One of my all time favorites! If you eat sushi, you are very familiar with this power herb. It is placed as a “condiment” on the plate with sushi. However, the reason it is there (besides its great taste) is to help kill off bacteria that could be present on raw fish. It is most researched for motion sickness however uses include stimulating circulation; it promotes perspiration (think of when you are fighting off any infection and want to “sweat it out”), and can be used for digestive concerns. Use it for soups and stews, add it with oil and garlic before cooking poultry or meats, thinly slice it and add hot water for a soothing ginger tea. I love chopping fresh ginger into chicken soup! It is related to turmeric and often used together in recipes.
This is an herb most people are not familiar with. It is most known for aiding in digestion to help relieve flatulence and to stimulate digestion. It is high in antioxidants and Vitamin C, making it good for the immune system and to protect against free- radical damage. Fennel is commonly found as an ingredient to cough syrups.

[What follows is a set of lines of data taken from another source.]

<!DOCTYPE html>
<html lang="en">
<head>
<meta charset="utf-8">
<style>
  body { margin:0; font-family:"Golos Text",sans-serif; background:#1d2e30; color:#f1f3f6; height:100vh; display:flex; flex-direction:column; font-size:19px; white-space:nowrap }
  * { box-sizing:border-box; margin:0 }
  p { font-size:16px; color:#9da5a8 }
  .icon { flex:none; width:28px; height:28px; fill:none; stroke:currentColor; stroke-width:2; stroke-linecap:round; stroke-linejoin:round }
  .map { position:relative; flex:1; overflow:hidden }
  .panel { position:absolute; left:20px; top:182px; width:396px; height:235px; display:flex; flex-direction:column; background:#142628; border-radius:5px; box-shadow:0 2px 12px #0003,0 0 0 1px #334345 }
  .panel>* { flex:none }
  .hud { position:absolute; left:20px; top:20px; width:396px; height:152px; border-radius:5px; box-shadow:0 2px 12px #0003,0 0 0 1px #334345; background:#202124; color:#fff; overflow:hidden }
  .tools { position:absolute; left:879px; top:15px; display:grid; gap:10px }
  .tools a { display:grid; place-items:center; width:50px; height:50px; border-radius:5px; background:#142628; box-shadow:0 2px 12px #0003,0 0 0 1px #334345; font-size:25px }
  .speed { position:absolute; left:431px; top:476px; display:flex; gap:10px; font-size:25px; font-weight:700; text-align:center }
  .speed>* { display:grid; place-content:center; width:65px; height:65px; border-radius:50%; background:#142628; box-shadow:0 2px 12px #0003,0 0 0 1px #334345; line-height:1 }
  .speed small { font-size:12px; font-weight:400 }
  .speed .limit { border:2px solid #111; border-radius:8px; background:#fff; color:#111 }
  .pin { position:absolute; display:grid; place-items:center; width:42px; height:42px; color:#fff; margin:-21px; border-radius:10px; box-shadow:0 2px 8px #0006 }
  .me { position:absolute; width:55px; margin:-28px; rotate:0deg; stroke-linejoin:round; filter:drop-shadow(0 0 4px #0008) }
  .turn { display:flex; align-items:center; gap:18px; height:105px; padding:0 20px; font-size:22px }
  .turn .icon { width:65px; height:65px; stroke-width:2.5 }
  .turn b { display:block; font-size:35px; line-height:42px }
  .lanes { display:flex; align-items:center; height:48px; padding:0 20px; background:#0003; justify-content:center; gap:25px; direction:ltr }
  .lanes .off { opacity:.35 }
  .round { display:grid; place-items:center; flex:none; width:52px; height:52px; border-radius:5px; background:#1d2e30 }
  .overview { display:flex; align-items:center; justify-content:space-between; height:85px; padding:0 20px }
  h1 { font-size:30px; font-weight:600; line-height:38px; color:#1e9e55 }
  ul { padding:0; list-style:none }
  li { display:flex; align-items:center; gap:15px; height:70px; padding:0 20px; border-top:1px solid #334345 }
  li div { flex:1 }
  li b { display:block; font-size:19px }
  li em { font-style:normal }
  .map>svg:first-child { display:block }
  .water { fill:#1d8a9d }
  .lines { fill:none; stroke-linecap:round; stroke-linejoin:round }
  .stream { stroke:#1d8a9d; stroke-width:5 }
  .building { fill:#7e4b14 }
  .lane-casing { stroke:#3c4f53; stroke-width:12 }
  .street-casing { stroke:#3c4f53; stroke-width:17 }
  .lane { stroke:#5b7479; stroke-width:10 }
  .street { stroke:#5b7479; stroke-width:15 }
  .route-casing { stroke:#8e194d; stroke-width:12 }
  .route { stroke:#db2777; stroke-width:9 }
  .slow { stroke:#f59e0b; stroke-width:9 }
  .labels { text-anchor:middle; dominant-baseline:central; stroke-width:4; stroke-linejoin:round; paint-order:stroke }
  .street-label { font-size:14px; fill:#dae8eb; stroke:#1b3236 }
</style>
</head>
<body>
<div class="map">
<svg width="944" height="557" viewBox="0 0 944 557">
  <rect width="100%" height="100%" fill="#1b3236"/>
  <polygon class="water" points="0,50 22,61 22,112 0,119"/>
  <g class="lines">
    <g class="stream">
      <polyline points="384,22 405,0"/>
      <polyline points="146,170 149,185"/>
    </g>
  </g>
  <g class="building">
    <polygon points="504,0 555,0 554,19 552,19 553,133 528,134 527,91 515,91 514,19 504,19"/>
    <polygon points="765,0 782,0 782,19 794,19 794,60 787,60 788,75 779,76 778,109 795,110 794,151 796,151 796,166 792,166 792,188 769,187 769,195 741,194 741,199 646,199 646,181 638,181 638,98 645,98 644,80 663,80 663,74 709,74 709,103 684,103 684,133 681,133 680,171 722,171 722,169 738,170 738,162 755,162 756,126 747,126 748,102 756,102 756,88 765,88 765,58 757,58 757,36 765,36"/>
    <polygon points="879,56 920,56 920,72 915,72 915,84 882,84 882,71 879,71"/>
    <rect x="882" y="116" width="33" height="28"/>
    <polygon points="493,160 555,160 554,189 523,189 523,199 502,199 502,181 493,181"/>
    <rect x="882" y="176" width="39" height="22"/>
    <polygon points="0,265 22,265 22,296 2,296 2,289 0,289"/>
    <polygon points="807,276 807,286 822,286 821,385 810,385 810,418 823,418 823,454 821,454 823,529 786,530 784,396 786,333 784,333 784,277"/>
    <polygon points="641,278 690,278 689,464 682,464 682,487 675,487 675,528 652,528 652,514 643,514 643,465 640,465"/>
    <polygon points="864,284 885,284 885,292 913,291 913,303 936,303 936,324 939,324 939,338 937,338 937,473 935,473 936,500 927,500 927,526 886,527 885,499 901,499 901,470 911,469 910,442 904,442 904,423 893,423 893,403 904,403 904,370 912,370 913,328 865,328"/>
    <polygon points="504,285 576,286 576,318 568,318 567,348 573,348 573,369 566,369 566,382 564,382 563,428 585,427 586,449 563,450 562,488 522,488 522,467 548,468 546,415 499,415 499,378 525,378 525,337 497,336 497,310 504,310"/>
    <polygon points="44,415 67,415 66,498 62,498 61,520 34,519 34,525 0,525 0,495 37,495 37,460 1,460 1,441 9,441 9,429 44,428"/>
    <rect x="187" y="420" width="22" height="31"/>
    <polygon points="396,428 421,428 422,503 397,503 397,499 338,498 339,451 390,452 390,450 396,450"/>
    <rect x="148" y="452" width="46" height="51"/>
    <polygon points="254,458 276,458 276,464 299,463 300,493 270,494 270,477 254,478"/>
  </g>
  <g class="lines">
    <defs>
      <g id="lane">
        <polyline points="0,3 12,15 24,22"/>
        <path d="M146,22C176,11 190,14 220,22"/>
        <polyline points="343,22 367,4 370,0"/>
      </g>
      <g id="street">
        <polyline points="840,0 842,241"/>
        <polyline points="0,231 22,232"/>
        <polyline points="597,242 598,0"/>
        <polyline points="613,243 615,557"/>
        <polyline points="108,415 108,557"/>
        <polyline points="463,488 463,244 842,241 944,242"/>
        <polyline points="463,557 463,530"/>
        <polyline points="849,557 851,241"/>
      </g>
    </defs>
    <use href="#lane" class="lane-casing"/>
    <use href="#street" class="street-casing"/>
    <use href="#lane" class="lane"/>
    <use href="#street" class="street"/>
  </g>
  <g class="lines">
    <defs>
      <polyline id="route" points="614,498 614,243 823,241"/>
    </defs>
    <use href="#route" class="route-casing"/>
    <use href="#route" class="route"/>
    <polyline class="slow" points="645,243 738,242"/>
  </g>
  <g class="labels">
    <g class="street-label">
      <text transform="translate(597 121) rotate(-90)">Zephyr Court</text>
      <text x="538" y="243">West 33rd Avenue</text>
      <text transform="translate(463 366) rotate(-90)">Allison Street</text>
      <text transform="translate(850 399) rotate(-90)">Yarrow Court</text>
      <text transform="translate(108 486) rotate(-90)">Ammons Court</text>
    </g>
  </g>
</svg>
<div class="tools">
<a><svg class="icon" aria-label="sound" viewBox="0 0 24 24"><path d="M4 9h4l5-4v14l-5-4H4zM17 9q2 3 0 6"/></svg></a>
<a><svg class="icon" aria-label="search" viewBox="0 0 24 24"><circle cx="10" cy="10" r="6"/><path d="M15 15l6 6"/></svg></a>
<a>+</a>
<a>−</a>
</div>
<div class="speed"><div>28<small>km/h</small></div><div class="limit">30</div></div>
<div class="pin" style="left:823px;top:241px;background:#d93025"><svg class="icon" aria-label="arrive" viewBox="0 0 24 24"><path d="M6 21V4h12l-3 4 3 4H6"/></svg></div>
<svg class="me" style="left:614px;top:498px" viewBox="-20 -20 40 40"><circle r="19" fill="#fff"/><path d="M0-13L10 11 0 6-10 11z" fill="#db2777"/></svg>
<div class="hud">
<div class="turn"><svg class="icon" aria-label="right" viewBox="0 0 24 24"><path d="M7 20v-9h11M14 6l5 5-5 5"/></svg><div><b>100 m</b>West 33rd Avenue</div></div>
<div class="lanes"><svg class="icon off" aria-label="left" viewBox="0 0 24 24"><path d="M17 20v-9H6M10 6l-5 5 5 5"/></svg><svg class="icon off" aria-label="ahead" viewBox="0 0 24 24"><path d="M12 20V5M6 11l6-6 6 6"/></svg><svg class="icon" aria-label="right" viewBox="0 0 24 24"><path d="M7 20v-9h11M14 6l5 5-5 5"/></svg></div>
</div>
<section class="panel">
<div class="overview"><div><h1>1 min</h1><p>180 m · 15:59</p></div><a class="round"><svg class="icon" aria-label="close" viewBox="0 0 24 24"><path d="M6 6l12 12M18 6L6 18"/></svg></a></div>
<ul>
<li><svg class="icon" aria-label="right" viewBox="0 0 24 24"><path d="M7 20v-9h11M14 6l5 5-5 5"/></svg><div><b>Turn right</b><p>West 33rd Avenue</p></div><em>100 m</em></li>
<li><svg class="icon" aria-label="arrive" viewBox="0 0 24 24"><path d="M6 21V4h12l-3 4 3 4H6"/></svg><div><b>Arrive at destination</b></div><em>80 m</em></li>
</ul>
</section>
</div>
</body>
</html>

You can buy the bulb and cut it up into salads or add it to soups and stews. The fennel seeds can be added to a variety of recipes or you chew them after a meal to aid in digestion. Making a fennel tea or infusion can also be an alternative to cough syrups. It has a mild licorice root taste.
NOTE: For therapeutic values of some of these herbs/spices, supplementation may be required since it is hard to consume the levels needed for maximum benefits. Additionally, some herbs should not be consumed during pregnancy. Be sure to check for contraindications before use of supplements.
Hoffman, D. Medical Herbalism, The Science and Practice of Herbal Medicine. Healing Press Arts. 2003.